Top of Provided entries
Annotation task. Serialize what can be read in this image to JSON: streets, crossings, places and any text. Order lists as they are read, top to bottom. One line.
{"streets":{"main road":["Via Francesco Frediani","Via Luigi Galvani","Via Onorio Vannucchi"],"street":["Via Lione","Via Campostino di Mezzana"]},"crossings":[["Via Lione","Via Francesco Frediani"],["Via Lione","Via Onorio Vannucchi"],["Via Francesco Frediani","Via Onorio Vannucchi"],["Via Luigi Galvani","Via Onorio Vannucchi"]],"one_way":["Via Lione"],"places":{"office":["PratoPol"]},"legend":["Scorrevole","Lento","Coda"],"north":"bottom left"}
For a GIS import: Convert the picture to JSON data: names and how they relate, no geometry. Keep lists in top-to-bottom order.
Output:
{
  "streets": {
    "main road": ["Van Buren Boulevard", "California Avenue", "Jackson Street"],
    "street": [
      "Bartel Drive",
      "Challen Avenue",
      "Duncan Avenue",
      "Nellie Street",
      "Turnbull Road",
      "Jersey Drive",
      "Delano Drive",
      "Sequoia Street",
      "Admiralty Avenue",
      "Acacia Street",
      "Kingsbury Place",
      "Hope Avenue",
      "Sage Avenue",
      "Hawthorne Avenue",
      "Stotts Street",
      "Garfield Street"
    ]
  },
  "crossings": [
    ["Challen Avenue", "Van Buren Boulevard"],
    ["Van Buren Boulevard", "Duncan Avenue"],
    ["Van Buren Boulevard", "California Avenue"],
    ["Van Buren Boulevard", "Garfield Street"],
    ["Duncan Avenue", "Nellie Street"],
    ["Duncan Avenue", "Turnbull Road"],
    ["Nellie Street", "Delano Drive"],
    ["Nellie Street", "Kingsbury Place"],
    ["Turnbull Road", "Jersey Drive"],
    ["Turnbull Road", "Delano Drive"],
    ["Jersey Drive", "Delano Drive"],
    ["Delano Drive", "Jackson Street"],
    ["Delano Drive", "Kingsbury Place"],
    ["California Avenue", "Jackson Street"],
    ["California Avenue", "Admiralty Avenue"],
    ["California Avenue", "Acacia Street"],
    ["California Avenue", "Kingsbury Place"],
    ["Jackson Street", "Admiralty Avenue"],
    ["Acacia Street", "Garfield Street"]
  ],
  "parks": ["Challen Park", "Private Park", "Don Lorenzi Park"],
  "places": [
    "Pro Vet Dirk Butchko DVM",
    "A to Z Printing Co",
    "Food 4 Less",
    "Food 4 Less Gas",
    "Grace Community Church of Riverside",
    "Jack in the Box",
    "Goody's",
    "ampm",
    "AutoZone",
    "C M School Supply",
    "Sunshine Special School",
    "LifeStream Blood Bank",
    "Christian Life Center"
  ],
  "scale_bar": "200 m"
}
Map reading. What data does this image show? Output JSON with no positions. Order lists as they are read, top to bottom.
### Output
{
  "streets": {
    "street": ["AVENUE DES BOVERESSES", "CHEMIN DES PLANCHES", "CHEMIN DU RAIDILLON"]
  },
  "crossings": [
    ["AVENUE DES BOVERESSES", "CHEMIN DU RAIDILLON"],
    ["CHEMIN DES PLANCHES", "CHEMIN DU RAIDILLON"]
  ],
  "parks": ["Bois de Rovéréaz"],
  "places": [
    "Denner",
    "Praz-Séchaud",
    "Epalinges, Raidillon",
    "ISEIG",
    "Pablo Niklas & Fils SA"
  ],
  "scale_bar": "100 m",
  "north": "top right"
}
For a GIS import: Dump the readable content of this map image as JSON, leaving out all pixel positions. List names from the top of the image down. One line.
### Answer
Bottom of Provided entries
> _Description of the task_
If a line in the data above contains "positions", return that line.

> _Written answer_
Map reading. What data does this image show? Output JSON with no positions. Order lists as they are read, top to bottom.
For a GIS import: Dump the readable content of this map image as JSON, leaving out all pixel positions. List names from the top of the image down. One line.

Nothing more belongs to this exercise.